Department of Kinesiology, Health Promotion and Recreation, University of North Texas, Denton, Texas, USA.
Physiol Rep. 2025 Aug;13(15):e70502. doi: 10.14814/phy2.70502.
Ischemia-reperfusion injury (IRI) describes the phenomenon through which the restoration of blood flow following prolonged ischemia exacerbates tissue damage during reperfusion. IRI can be modeled by inducing 20-min arm ischemia followed by reperfusion. This model causes transient impairments in brachial artery flow mediated dilation (FMD); however, the contribution of the sympathetic nervous system to these reductions remains unknown. We hypothesized that muscle sympathetic nerve activity (MSNA) would increase during IRI and that these increases in MSNA would be associated with decreases in FMD. Twenty healthy adults (11 M/9F) completed a single visit in which brachial artery FMD was measured at rest and following arm IRI. MSNA was measured at rest and during arm ischemia. Changes in brachial artery FMD and MSNA were compared via paired t-tests, and the association between increases in MSNA during ischemia and decreases in FMD following IRI was assessed via Pearson's correlation coefficient analysis. FMD was reduced following IRI (Pre = 7.1 ± 3.2%, Post = 4.6 ± 3.2% p = 0.0001) while MSNA increased slightly (Pre = 15.7 ± 6.3 bursts/min, Post = 19.0 ± 7.4 bursts/min, p = 0.002); however, there was no relationship between increases in MSNA and decreases in FMD (p ≥ 0.21). These findings suggest that while arm IRI increases MSNA in healthy adults, the vascular and sympathetic responses to IRI are not correlated.

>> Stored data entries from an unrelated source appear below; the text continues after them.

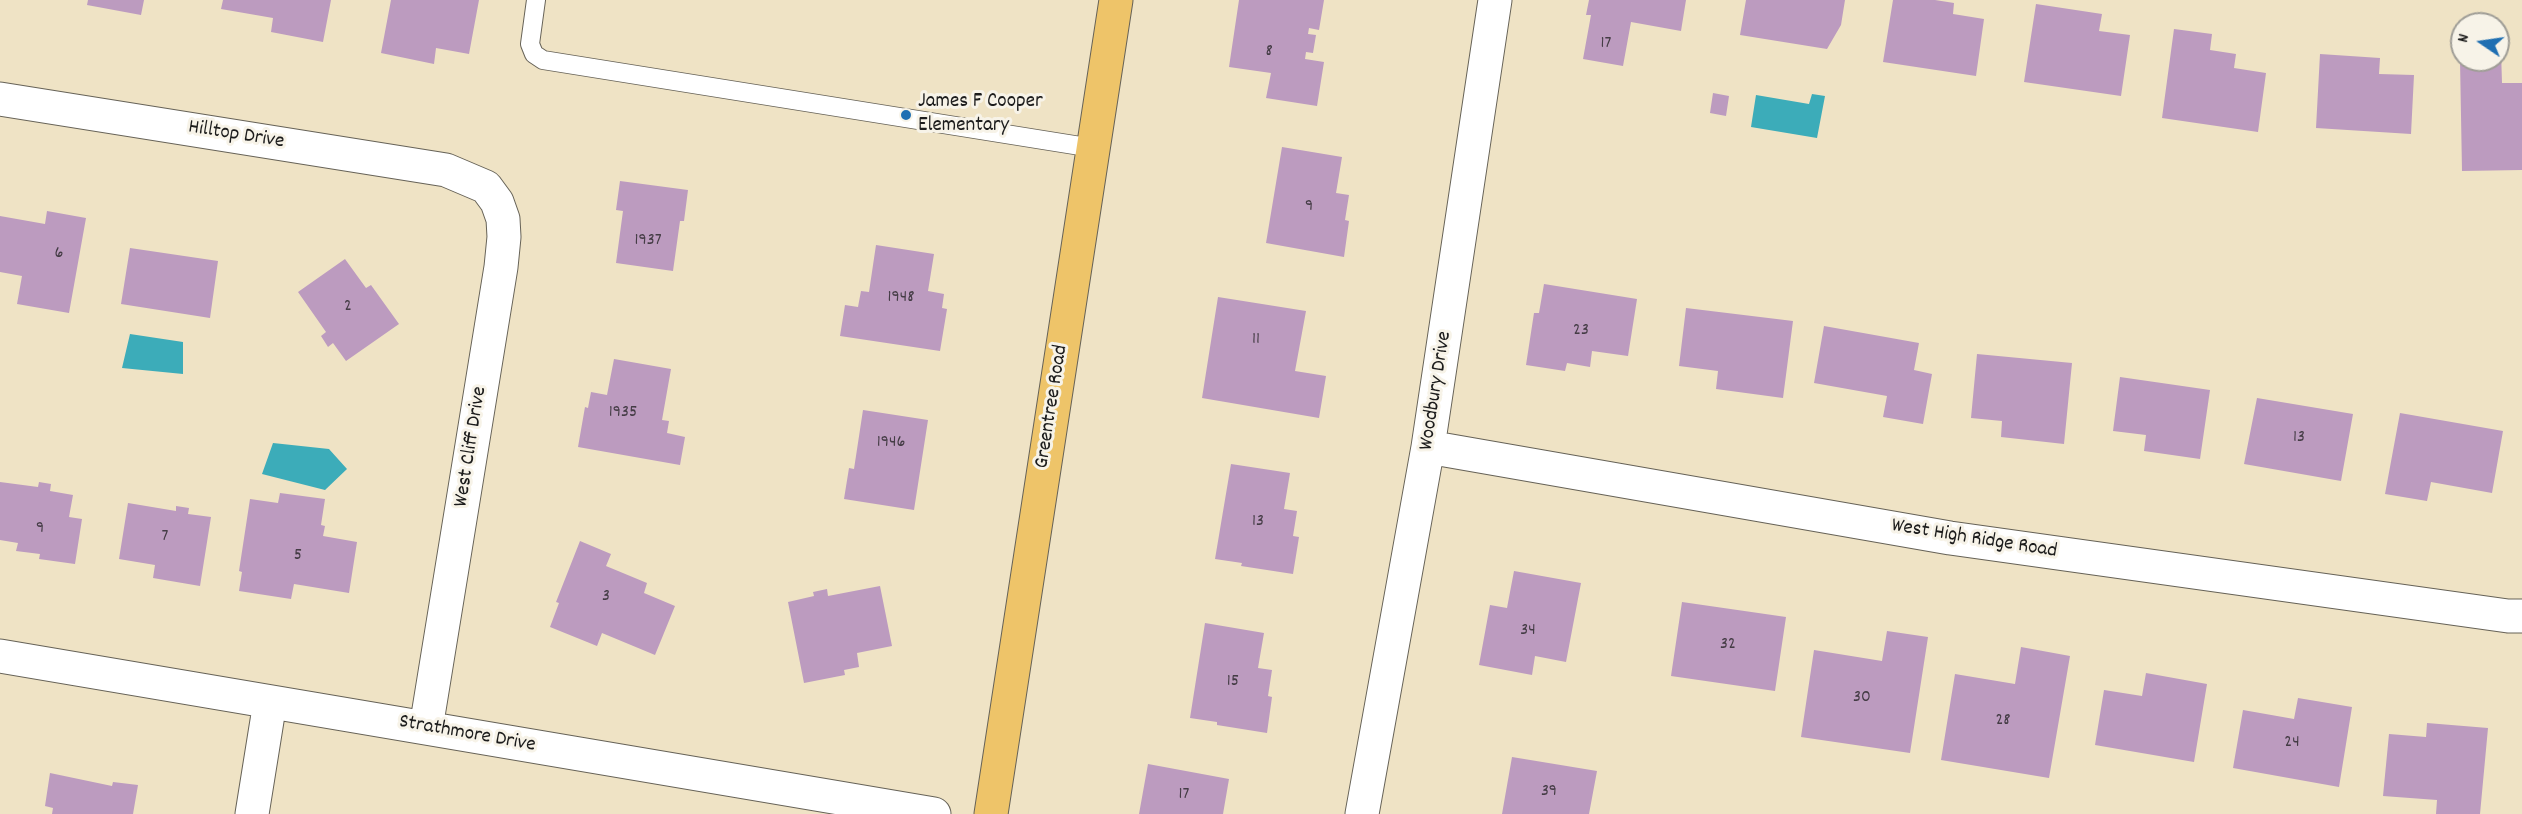 <!DOCTYPE html>
<style>
body{margin:0}
#map{position:relative;width:2522px;height:814px;overflow:hidden;background:#efe3c5;font-family:Dekko,sans-serif}
canvas{display:block}
.north{position:absolute;left:2450px;top:12px;width:60px;height:60px;box-sizing:border-box;background:#f7f3e8;border:2px solid #9f9d96;border-radius:50%;rotate:283deg;font-size:16px;font-weight:700;line-height:24px;text-align:center;color:#1c1c1c}
.north::after{content:'';display:block;margin:auto;width:21px;height:27px;background:#1f6fb2;clip-path:polygon(50% 0,100% 100%,50% 72%,0 100%)}
</style>
<div id="map">
<canvas width="2522" height="814"></canvas>
<div class="north">N</div>
</div>
<script>
const c = document.querySelector('canvas').getContext('2d');
c.lineJoin = 'round';
function paint(path, color) { c.fillStyle = color; c.fill(path, 'evenodd'); }
const toPath = rows => new Path2D(rows.map(r => 'M' + r).join(''));
function stroke(path, color, width, dash) { c.strokeStyle = color; c.lineWidth = width; c.lineCap = dash ? 'butt' : 'round'; c.setLineDash(dash || []); c.stroke(path); }
function drawText(font, color, halo, rows, align = 'center') {
  c.font = font + ' Dekko,sans-serif'; c.lineWidth = 6; c.setLineDash([]); c.textBaseline = 'middle'; c.strokeStyle = halo; c.fillStyle = color; for (const [text, x, y, turn = 0] of rows) {
    c.save(); c.translate(x, y); c.rotate((+turn || 0) * Math.PI / 180); c.textAlign = isNaN(turn) ? turn : align; if (halo) c.strokeText(text, 0, 0); c.fillText(text, 0, 0); c.restore();
  }
}
paint(toPath([
 [1812,94,1825,96,1817,138,1751,127,1756,95,1809,104],
 [130,334,183,342,183,374,122,368],
 [273,443,329,449,347,469,325,490,262,474]
]), '#3cacb9');
paint(toPath([
 [88,0,144,0,141,15,87,5],
 [223,0,331,0,323,42,271,32,273,18,221,9],
 [391,0,479,0,469,54,436,48,434,64,381,53],
 [1239,0,1324,0,1319,30,1309,28,1308,34,1316,35,1313,53,1306,52,1305,59,1324,62,1317,106,1266,98,1271,73,1229,67],
 [1589,0,1686,0,1681,31,1631,22,1623,66,1583,59,1591,15,1586,15],
 [1746,0,1845,0,1841,25,1827,49,1740,35],
 [1893,0,1935,0,1954,3,1953,14,1984,19,1976,76,1883,62],
 [2036,4,2102,14,2099,31,2130,35,2121,96,2024,82],
 [2174,29,2212,34,2210,50,2236,54,2234,68,2266,73,2258,132,2162,118],
 [2498,51,2501,51,2502,83,2522,83,2522,170,2462,171,2460,60,2498,60],
 [2320,54,2380,58,2379,74,2414,75,2411,134,2316,128],
 [1713,93,1729,96,1726,116,1710,113],
 [1282,147,1342,157,1336,193,1349,195,1345,220,1349,221,1344,257,1266,243],
 [620,181,688,190,684,221,680,221,673,271,616,263,623,211,616,210],
 [47,211,86,218,69,313,17,304,22,276,0,272,0,216,45,224],
 [876,245,934,254,928,291,944,294,942,308,947,309,940,351,840,336,845,305,858,307,861,291,869,292],
 [130,248,218,261,210,318,121,304],
 [345,259,366,288,371,285,399,324,346,361,333,343,328,347,321,336,326,332,298,292],
 [1544,284,1637,299,1628,356,1592,351,1590,367,1567,363,1565,371,1526,365,1534,313,1539,313],
 [1218,297,1306,311,1295,371,1326,376,1319,418,1202,398],
 [1686,308,1793,321,1783,398,1716,389,1718,371,1679,366],
 [1824,326,1919,343,1914,370,1932,374,1923,424,1883,417,1887,396,1814,383],
 [1977,354,2072,363,2064,444,2001,437,2002,421,1971,418],
 [614,359,671,369,662,420,669,421,667,433,685,437,680,465,578,447,585,407,588,408,591,392,607,395],
 [2120,377,2210,390,2200,459,2144,451,2146,435,2113,431],
 [2257,398,2353,414,2341,481,2244,464],
 [863,410,928,420,914,510,844,499,849,468,854,469],
 [2400,413,2503,431,2492,493,2431,482,2427,501,2385,494],
 [1231,464,1290,473,1284,509,1297,511,1293,536,1299,537,1293,574,1241,566,1242,563,1215,559],
 [0,482,38,487,39,482,51,484,50,491,73,495,69,517,82,519,75,564,39,559,40,554,16,551,18,543,0,540],
 [280,493,325,499,321,525,325,526,323,536,357,542,349,593,294,584,291,599,239,591,242,572,239,571,250,499,278,503],
 [128,503,176,511,176,506,189,508,188,514,211,517,200,586,153,578,155,565,119,559],
 [580,541,611,554,606,566,647,583,644,593,675,606,655,655,602,633,597,646,550,627,559,603,556,602],
 [1514,571,1581,583,1566,662,1535,656,1532,675,1479,665,1490,605,1507,608],
 [880,586,892,646,857,653,859,667,844,670,845,675,804,683,788,602,814,596,813,592,827,589,828,596],
 [1682,602,1786,617,1775,691,1671,676],
 [1205,623,1264,633,1258,668,1272,670,1268,696,1272,697,1267,733,1217,725,1217,722,1190,718],
 [1887,631,1928,637,1910,753,1801,737,1814,650,1882,661],
 [2021,647,2070,656,2049,778,1941,760,1955,674,2015,684],
 [2146,673,2207,684,2194,762,2095,745,2104,690,2142,696],
 [2298,698,2352,707,2339,787,2233,768,2243,710,2294,719],
 [2427,723,2488,728,2480,814,2436,814,2437,800,2383,796,2389,734,2426,737],
 [1512,757,1597,771,1589,814,1502,814],
 [1148,764,1229,779,1223,814,1139,814],
 [50,773,112,786,113,782,138,785,133,814,52,814,53,808,45,806]
]), '#bc9bbf');
const service = toPath([
 [536,0,530,44,534,54,543,60,1093,148]
]);
const minor = toPath([
 [0,99,446,170,486,187,497,202,503,219,504,237,501,267,426,728],
 [1428,447,1950,538,2508,616,2522,616],
 [0,656,934,814],
 [252,814,270,702],
 [1362,814,1428,447,1495,0]
]);
const primary = toPath([
 [991,814,1116,0]
]);
stroke(service, '#666257', 20);
stroke(minor, '#666257', 35);
stroke(primary, '#666257', 35);
stroke(service, '#fff', 18);
stroke(minor, '#fff', 33);
stroke(primary, '#eec469', 33);
for (const [x, y, r, color] of [
 [906,115,6,"#1f6fb2"]
]) { const dot = new Path2D(); dot.arc(x, y, r, 0, 2 * Math.PI); c.fillStyle = color; c.fill(dot); stroke(dot, '#f7f3e8', 2); }
drawText('18px', '#443c45', null, [
 ["17",1606,45],
 ["8",1269,53],
 ["9",1309,208],
 ["1937",648,242],
 ["6",59,255],
 ["1948",901,299],
 ["2",348,308],
 ["23",1581,332],
 ["11",1256,341],
 ["1935",623,414],
 ["13",2299,439],
 ["1946",891,444],
 ["13",1258,523],
 ["9",40,530],
 ["7",165,538],
 ["5",298,557],
 ["3",606,598],
 ["34",1528,632],
 ["32",1728,646],
 ["15",1233,683],
 ["30",1862,699],
 ["28",2003,722],
 ["24",2292,744],
 ["39",1549,793],
 ["17",1184,796]
]);
drawText('21px', '#1c1c1c', '#f7f3e8', [
 ["James F Cooper",918,103],
 ["Elementary",918,127]
], 'left');
drawText('21px', '#1c1c1c', '#f7f3e8', [
 ["Hilltop Drive",236,136,9],
 ["Woodbury Drive",1437,391,-81],
 ["Greentree Road",1053,407,-81],
 ["West Cliff Drive",472,447,-81],
 ["West High Ridge Road",1974,540,9],
 ["Strathmore Drive",467,735,10]
]);
</script>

缺血再灌注损伤(IRI)描述了一种现象,即长时间缺血后恢复血流会在再灌注期间加剧组织损伤。IRI可以通过诱导20分钟的手臂缺血然后再灌注来模拟。该模型会导致肱动脉血流介导的血管舒张(FMD)出现短暂损伤;然而,交感神经系统对这些降低的贡献仍不清楚。我们假设在IRI期间肌肉交感神经活动(MSNA)会增加,并且这些MSNA的增加将与FMD的降低相关。20名健康成年人(11名男性/9名女性)完成了一次就诊,在静息状态和手臂IRI后测量肱动脉FMD。在静息状态和手臂缺血期间测量MSNA。通过配对t检验比较肱动脉FMD和MSNA的变化,并通过Pearson相关系数分析评估缺血期间MSNA的增加与IRI后FMD降低之间的关联。IRI后FMD降低(术前=7.1±3.2%,术后=4.6±3.2%,p=0.0001),而MSNA略有增加(术前=15.7±6.3次/分钟,术后=19.0±7.4次/分钟,p=0.002);然而,MSNA的增加与FMD的降低之间没有关系(p≥0.21)。这些发现表明,虽然手臂IRI会增加健康成年人的MSNA,但对IRI的血管和交感反应并不相关。